La giunta comunale di Viterbo, infatti, ha deliberato di intitolarlo alla memoria di Luigi Rossi Danielli, archeologo viterbese e appassionato ricercatore, scomparso nel 1909.
La delibera comunale del 2 novembre scorso recita “Il contributo che Luigi Rossi Danielli ha dato alla valorizzazione e tutela del patrimonio archeologico viterbese è immenso: intitolargli il museo civico, vero scrigno di tesori del passato, è il minimo che si possa fare per onorare la sua memoria”.

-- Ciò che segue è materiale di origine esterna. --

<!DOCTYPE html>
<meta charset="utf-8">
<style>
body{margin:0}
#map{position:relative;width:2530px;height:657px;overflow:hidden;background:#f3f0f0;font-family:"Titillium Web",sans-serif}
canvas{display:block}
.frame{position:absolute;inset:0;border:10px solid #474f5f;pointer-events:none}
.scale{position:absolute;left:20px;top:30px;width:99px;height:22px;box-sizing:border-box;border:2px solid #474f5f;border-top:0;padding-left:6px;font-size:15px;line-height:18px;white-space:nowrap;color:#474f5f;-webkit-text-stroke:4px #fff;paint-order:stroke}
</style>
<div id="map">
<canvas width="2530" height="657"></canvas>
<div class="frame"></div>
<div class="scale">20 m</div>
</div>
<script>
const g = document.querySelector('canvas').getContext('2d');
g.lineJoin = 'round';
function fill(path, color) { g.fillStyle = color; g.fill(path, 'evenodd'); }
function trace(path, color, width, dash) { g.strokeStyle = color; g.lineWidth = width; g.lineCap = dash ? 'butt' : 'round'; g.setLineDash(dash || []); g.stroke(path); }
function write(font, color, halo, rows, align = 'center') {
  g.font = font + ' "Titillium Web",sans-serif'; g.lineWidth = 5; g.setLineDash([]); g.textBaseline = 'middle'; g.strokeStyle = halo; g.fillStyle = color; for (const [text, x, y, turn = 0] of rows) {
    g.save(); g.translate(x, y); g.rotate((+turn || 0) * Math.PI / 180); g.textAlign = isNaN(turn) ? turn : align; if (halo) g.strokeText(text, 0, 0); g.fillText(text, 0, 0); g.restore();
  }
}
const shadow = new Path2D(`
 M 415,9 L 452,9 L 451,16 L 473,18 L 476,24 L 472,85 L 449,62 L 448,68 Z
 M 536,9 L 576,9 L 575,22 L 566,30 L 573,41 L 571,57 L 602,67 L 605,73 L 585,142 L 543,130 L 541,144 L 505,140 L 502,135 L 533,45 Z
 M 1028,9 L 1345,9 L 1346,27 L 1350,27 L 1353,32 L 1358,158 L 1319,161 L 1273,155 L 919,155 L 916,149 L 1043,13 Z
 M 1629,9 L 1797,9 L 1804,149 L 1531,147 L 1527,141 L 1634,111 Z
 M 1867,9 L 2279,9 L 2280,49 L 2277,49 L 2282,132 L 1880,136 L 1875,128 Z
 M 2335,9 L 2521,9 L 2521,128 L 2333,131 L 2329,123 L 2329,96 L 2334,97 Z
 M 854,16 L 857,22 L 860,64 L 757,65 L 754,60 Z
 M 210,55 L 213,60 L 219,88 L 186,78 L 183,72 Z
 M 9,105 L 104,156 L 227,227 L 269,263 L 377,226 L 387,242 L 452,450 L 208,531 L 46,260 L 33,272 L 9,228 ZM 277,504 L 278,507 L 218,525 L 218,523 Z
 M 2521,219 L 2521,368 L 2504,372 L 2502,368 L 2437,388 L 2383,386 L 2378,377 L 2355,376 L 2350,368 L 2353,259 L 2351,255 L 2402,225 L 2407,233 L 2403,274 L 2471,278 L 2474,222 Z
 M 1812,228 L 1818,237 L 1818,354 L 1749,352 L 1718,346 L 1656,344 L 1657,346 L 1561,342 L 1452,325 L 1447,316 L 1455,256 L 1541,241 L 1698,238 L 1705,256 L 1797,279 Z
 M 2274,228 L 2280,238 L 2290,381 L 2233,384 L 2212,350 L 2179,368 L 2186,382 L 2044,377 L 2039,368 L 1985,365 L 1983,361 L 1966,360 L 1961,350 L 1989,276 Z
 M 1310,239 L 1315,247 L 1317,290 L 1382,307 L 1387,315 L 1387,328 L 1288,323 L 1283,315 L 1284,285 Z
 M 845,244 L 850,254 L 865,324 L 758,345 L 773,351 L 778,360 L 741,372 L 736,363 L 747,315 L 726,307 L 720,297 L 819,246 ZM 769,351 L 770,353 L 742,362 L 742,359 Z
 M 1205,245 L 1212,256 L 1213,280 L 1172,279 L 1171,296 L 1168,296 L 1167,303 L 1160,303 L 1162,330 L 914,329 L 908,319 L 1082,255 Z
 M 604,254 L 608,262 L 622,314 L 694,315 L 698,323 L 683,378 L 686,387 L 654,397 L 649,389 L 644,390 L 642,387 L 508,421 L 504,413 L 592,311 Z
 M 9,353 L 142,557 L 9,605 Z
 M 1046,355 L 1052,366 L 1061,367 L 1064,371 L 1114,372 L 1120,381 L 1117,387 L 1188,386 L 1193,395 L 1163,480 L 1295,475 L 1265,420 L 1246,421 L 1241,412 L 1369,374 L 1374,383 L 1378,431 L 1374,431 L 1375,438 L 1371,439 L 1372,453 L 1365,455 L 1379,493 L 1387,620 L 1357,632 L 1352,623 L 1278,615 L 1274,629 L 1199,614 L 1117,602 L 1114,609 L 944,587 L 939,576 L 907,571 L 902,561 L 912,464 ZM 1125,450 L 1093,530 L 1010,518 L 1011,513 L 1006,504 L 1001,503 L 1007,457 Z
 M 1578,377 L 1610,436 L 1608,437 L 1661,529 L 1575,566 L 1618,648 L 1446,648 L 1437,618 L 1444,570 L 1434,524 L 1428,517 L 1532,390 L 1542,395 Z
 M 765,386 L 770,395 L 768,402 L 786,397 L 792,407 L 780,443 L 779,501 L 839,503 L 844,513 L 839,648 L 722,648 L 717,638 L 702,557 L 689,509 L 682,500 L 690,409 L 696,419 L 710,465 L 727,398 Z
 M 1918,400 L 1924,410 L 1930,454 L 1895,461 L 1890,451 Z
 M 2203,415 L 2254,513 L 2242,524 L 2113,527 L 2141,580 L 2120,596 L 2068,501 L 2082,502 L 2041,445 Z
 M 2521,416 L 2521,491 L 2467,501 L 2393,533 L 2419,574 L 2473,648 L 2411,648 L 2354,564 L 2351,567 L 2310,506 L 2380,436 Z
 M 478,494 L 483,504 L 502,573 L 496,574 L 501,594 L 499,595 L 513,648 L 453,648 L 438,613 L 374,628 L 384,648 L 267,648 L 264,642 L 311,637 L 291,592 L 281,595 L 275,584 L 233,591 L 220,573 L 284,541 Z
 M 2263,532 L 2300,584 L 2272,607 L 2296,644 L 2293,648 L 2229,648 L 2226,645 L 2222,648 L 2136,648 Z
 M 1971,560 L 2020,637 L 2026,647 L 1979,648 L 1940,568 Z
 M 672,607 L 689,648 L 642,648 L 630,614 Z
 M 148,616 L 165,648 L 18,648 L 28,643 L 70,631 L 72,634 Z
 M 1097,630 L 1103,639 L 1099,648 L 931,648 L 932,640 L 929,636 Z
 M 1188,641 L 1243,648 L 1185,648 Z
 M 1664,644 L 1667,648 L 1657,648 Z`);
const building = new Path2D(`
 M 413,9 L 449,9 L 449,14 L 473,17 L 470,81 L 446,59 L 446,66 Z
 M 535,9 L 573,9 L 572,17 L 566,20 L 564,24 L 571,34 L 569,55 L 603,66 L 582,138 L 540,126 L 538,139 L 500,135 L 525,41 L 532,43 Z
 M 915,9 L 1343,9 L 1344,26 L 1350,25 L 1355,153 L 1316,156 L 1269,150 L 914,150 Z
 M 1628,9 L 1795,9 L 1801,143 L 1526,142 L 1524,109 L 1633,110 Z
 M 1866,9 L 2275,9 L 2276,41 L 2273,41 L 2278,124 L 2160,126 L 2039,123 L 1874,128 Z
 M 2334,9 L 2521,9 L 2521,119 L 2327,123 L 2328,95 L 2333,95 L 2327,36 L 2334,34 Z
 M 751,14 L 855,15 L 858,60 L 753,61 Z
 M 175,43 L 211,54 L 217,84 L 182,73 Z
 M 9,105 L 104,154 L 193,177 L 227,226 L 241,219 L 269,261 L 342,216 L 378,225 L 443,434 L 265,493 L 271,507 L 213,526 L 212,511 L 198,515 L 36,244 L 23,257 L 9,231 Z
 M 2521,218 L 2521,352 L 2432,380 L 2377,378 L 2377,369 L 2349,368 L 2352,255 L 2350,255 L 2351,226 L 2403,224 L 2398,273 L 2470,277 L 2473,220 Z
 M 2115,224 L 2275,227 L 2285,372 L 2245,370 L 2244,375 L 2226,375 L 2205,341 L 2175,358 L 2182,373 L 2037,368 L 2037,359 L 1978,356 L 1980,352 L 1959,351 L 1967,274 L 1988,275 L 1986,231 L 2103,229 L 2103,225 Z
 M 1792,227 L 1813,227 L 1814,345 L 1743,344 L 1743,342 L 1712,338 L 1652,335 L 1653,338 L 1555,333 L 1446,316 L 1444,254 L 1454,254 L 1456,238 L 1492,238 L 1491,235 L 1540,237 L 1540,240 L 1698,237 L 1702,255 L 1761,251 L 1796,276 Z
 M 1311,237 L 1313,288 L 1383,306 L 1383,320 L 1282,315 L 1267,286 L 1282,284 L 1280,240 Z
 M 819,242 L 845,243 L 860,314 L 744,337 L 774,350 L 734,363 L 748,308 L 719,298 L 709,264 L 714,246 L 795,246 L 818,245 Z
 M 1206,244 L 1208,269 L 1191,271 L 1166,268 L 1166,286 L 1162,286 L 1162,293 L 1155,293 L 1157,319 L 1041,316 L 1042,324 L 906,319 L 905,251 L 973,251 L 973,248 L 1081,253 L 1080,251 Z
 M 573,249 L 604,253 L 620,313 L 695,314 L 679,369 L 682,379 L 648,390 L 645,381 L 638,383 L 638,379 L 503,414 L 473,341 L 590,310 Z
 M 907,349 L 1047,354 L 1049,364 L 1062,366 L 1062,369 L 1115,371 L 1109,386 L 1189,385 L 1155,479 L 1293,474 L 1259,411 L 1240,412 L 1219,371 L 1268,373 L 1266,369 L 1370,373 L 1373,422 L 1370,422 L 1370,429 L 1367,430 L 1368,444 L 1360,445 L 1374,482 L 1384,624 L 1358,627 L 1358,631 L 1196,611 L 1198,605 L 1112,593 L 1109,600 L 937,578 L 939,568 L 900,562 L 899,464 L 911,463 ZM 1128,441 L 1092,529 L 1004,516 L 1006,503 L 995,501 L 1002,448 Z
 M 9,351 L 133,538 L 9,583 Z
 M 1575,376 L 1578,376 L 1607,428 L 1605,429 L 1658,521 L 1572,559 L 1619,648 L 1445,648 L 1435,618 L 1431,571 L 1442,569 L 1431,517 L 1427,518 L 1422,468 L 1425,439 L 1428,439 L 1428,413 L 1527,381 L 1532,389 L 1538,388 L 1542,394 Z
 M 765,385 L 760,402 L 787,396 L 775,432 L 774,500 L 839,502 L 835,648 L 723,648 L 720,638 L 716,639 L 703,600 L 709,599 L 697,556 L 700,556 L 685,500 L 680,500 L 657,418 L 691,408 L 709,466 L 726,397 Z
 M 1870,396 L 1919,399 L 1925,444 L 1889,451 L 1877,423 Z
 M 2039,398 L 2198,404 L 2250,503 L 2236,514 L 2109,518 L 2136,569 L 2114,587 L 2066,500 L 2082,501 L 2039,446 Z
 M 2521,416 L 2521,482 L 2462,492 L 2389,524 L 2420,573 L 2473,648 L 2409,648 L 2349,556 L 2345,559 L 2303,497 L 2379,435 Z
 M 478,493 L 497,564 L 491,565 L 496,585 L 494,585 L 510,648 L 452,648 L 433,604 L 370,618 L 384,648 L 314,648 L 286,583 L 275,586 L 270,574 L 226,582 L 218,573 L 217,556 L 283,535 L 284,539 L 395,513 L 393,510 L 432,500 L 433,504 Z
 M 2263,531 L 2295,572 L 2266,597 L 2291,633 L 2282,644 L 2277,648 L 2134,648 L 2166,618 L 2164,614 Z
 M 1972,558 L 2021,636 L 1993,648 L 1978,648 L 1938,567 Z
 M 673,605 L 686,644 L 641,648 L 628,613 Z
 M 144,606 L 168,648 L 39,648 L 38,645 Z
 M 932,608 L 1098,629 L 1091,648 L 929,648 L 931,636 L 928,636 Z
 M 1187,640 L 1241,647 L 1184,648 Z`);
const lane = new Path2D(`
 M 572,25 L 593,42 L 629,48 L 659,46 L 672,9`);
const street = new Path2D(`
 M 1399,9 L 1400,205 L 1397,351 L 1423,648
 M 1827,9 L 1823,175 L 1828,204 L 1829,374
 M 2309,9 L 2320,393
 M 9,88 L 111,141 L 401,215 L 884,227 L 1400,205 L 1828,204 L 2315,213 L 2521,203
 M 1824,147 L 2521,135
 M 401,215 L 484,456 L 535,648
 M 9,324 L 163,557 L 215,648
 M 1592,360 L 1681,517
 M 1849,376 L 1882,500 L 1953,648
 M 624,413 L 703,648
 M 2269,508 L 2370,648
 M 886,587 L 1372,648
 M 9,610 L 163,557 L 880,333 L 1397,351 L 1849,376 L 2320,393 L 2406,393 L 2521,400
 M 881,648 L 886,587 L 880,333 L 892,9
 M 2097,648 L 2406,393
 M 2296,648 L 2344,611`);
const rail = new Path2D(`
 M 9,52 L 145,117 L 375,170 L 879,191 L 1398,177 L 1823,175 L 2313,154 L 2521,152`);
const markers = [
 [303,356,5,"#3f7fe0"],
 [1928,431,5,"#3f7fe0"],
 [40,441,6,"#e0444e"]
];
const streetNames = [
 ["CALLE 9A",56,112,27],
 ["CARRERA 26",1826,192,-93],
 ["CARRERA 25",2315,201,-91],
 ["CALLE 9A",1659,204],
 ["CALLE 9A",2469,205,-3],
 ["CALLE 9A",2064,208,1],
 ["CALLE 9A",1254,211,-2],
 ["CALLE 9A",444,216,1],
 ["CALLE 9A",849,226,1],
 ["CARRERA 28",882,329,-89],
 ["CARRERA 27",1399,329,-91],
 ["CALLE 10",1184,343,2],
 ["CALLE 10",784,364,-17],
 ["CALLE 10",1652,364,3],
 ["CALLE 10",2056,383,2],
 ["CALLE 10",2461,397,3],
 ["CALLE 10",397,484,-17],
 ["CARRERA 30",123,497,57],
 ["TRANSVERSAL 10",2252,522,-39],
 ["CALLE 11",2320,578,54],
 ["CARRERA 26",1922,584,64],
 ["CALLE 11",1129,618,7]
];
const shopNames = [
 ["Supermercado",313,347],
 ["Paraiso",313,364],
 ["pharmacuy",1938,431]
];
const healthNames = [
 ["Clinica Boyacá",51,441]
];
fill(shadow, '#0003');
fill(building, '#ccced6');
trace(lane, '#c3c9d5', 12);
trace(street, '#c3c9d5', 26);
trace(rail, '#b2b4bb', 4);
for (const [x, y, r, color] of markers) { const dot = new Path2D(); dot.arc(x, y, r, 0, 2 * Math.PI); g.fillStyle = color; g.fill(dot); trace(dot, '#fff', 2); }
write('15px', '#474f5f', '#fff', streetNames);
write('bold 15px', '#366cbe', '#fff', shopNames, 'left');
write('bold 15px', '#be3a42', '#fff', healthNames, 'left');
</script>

La delibera approvata da tutti i componenti della giunta ha esaudito le richieste della società archeologica pro Ferento, dell’associazione Nuova Viterbo 2000, del Rotary Club di Viterbo, dell’associazione Amici dei monumenti e di diversi cittadini.
Soddisfatto l’assessore alla Cultura Vito Maria Guerriero: “E’ stato Rossi Danielli che ha favorito, realizzato e finanziato alcune tra le campagne di scavo più importanti del territorio viterbese: penso ad esempio al sito di Ferento, dove lo stesso ha rinvenuto tra l’altro tombe pre-etrusche, etrusche e romane.
E’ al museo civico che possiamo, oggi, ammirare il materiale raccolto durante gli scavi dal nostro illustre concittadino. Dedicargli la struttura mi sembra una conseguenza naturale e un’ulteriore modo per continuare a celebrarne la straordinaria figura”.
Una scelta importante questa dell’intitolazione del museo civico all’archeologo Rossi Danielli, che aveva già intitolata una via nel quartiere Pilastro. A quando il giusto riconoscimento anche per la figura mitologica della Bella Galiana?